▸ To do
Transcribe the following entries word for word. End with the line where "0 #b6b9bc) drop-shadow(-2px" appears.

Dataset entries:
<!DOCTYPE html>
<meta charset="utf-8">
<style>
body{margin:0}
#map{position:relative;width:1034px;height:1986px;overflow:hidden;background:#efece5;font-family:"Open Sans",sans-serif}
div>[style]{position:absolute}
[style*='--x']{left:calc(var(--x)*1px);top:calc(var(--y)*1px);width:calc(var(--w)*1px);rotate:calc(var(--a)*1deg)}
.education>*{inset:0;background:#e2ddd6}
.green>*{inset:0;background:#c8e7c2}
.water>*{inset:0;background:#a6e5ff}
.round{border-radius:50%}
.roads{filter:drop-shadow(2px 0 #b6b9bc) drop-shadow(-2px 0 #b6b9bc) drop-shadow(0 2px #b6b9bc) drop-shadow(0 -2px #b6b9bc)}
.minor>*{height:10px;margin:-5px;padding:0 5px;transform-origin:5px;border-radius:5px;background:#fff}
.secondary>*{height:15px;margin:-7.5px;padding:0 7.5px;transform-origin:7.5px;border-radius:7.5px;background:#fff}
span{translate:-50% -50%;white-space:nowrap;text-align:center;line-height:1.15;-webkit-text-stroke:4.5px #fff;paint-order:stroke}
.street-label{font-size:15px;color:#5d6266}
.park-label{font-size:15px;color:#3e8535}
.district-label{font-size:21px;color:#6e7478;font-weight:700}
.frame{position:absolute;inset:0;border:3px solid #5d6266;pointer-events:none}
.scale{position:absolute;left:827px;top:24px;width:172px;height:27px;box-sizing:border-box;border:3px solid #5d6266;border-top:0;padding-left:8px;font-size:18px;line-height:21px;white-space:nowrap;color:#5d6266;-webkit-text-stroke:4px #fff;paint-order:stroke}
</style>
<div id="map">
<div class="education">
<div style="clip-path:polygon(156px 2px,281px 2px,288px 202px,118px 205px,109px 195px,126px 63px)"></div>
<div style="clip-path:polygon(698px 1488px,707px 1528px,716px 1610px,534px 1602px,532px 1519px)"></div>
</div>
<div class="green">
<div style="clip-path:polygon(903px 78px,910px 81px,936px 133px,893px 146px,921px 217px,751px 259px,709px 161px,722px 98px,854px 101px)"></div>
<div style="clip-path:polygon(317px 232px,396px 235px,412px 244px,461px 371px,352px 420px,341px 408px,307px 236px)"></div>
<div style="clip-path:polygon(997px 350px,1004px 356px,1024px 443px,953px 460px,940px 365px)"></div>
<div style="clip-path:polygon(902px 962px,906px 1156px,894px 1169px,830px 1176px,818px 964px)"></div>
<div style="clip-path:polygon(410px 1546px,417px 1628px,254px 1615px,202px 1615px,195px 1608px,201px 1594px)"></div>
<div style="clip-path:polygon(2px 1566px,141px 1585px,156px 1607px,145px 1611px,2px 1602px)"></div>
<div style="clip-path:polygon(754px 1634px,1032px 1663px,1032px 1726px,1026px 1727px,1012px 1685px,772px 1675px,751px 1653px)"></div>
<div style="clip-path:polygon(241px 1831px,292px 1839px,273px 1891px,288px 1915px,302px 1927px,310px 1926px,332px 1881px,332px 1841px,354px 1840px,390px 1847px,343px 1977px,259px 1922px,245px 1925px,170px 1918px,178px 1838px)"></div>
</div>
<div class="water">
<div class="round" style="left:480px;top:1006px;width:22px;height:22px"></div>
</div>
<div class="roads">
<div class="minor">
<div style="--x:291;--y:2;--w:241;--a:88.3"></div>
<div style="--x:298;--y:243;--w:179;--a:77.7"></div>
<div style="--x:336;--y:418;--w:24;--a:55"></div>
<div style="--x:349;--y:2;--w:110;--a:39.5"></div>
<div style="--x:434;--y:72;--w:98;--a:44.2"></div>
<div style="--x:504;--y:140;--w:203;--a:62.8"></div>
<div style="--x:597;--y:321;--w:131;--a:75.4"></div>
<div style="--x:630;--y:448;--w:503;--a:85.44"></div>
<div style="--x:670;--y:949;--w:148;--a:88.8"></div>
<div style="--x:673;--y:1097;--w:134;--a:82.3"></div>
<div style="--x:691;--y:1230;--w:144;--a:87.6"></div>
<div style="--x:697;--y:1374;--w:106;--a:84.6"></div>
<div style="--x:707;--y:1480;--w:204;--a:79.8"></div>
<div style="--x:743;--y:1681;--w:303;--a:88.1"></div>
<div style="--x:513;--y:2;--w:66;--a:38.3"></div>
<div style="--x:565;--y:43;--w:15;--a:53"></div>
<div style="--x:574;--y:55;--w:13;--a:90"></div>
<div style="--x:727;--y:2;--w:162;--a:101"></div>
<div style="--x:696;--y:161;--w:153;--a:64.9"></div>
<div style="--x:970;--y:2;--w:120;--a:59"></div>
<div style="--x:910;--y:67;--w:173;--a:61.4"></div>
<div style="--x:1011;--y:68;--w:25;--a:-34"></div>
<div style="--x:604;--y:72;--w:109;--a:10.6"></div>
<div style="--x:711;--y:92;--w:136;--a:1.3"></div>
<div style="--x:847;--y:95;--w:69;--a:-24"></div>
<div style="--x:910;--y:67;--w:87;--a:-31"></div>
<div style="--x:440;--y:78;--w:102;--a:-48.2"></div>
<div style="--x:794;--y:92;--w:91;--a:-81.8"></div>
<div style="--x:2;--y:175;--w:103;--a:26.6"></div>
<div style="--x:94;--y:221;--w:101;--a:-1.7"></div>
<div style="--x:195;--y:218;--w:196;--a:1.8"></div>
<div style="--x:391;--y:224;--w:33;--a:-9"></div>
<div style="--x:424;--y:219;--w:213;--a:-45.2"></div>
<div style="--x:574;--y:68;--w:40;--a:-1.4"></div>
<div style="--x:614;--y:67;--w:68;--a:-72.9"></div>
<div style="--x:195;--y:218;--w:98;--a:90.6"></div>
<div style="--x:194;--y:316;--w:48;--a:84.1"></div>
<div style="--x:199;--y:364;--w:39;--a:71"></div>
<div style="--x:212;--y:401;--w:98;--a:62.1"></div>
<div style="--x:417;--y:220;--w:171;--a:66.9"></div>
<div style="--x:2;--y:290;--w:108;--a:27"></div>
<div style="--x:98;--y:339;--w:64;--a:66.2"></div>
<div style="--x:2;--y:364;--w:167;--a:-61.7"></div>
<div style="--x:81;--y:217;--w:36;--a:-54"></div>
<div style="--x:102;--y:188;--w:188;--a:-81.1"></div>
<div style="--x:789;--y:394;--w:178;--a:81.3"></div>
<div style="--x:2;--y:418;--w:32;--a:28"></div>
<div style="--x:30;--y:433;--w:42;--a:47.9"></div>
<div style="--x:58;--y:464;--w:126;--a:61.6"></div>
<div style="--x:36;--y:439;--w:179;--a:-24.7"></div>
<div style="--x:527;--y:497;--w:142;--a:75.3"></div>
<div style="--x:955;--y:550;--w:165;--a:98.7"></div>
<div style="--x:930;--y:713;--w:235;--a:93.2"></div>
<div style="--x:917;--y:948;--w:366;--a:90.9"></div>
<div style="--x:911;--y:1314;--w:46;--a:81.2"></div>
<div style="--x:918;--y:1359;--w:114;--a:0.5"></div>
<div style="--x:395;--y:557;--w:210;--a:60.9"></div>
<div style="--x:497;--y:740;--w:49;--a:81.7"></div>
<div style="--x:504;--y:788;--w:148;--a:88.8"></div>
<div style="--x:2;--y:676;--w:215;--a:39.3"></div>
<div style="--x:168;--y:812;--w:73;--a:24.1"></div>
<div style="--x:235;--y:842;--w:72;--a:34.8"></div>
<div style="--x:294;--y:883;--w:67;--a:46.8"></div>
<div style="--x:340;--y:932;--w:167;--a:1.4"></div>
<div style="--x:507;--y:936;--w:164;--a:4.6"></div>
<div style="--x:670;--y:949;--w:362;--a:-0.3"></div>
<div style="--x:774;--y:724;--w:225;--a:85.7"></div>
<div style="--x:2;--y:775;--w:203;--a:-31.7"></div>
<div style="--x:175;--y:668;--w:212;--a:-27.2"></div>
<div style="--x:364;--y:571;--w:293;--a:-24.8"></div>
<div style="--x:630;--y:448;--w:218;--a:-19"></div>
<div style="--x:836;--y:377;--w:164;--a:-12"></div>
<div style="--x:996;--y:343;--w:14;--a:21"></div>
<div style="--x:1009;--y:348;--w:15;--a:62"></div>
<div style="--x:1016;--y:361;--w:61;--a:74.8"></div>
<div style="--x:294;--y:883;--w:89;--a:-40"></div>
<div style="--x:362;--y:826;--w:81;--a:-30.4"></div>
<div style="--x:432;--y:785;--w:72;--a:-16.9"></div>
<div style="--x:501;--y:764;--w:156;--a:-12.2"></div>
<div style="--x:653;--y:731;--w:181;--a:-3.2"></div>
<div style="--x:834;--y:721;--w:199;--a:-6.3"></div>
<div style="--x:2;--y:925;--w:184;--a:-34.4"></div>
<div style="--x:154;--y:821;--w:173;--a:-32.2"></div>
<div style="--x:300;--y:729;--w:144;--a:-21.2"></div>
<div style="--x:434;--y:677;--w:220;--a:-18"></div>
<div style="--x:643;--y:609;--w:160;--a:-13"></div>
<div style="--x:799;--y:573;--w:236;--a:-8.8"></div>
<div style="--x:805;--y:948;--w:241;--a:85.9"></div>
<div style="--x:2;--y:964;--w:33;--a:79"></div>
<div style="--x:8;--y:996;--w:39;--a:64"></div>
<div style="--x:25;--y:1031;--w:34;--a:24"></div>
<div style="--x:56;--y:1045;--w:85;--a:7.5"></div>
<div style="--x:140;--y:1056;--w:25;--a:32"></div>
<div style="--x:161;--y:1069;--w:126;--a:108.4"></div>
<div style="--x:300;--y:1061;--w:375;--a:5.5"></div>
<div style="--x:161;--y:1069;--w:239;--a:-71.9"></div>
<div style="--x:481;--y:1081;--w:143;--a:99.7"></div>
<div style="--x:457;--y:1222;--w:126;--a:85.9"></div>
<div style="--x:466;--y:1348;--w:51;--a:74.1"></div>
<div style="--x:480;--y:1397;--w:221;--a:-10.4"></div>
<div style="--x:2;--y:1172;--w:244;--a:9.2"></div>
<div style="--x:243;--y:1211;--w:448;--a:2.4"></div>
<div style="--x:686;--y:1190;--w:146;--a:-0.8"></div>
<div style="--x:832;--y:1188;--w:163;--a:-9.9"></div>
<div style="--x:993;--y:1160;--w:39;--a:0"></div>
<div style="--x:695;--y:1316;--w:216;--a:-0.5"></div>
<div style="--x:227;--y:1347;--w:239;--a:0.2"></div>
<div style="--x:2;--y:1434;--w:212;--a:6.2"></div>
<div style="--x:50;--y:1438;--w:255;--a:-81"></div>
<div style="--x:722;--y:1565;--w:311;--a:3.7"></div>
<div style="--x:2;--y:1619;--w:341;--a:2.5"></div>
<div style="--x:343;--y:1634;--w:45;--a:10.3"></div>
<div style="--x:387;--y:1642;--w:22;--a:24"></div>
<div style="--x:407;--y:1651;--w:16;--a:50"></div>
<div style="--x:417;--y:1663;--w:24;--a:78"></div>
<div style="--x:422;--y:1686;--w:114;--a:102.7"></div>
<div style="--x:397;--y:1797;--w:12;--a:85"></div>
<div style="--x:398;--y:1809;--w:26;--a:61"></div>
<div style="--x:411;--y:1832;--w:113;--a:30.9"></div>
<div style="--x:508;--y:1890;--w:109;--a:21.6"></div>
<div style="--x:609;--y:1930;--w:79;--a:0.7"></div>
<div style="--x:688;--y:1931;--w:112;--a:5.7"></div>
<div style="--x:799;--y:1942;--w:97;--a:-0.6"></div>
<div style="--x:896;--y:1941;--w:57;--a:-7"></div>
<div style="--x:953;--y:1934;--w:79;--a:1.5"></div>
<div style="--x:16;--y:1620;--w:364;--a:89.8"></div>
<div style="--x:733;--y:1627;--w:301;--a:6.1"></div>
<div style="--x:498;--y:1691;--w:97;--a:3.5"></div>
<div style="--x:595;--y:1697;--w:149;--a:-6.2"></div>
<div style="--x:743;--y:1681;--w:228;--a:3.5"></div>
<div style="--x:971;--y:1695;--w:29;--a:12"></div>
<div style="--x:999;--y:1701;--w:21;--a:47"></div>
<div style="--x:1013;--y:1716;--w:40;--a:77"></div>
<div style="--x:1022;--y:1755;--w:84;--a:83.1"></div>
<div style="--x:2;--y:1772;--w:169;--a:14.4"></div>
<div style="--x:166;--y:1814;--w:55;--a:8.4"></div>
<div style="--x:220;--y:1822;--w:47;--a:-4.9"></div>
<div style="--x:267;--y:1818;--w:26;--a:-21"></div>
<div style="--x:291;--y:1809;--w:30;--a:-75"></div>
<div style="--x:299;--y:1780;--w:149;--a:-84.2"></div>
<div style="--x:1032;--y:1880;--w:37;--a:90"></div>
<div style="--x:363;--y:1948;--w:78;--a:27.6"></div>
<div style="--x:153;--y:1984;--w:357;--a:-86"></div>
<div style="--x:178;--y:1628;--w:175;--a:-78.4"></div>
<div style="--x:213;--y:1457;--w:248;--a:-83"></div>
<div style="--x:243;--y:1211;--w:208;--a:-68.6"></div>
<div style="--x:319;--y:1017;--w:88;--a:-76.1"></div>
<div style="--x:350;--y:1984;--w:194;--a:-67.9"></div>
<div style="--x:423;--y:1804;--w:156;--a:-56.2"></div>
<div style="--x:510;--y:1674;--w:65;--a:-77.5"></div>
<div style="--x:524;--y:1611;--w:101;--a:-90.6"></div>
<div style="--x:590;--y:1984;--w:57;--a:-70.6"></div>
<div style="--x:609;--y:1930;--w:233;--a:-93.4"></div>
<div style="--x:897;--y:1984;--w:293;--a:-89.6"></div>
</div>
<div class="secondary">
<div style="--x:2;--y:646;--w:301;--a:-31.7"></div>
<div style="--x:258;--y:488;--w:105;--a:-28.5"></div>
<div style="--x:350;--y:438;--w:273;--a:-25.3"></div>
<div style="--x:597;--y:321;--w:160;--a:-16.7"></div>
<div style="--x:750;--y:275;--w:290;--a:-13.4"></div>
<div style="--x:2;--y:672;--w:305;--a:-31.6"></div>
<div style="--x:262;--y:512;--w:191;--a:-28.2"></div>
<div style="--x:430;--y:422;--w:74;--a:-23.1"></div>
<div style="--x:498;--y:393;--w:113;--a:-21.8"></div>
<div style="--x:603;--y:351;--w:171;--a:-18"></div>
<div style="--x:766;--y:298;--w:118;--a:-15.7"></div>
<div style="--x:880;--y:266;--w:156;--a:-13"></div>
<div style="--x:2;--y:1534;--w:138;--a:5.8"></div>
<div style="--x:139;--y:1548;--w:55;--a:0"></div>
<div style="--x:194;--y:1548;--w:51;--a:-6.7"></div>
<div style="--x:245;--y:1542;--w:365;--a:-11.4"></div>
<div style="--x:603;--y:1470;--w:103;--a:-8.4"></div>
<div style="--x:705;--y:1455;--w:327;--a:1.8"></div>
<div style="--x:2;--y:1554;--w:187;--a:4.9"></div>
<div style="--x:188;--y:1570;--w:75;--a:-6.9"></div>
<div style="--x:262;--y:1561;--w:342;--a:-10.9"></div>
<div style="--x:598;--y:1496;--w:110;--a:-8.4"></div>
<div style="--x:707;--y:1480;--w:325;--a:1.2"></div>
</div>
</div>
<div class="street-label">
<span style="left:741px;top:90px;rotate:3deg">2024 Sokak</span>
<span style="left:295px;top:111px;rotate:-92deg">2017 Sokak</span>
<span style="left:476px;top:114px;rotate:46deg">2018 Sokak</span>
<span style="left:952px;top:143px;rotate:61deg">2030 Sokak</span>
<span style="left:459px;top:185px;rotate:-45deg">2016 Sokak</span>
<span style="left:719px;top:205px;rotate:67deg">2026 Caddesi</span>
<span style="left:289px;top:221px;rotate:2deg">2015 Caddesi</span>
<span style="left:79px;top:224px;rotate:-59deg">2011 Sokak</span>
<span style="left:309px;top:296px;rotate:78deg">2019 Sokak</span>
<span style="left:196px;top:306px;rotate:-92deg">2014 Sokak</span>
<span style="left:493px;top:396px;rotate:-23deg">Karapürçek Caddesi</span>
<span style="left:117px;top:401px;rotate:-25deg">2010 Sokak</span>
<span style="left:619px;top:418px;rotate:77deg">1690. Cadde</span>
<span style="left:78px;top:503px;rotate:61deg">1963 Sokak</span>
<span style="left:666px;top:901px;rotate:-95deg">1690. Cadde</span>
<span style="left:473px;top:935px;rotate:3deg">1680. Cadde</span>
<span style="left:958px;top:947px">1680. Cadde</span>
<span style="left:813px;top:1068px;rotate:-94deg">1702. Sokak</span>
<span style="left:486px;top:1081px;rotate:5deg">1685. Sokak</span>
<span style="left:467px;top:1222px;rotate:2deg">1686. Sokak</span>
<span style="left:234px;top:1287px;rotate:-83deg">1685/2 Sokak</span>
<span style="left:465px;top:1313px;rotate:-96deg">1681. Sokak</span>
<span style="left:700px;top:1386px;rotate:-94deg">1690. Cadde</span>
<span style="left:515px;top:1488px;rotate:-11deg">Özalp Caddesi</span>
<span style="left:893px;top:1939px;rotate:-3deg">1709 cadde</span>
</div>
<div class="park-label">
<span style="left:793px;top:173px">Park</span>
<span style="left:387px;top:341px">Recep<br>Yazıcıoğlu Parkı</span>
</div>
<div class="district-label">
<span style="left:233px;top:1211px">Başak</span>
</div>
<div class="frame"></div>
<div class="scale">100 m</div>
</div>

▸ Your response
<!DOCTYPE html>
<meta charset="utf-8">
<style>
body{margin:0}
#map{position:relative;width:1034px;height:1986px;overflow:hidden;background:#efece5;font-family:"Open Sans",sans-serif}
div>[style]{position:absolute}
[style*='--x']{left:calc(var(--x)*1px);top:calc(var(--y)*1px);width:calc(var(--w)*1px);rotate:calc(var(--a)*1deg)}
.education>*{inset:0;background:#e2ddd6}
.green>*{inset:0;background:#c8e7c2}
.water>*{inset:0;background:#a6e5ff}
.round{border-radius:50%}
.roads{filter:drop-shadow(2px 0 #b6b9bc) drop-shadow(-2px 0 #b6b9bc) drop-shadow(0 2px #b6b9bc) drop-shadow(0 -2px #b6b9bc)}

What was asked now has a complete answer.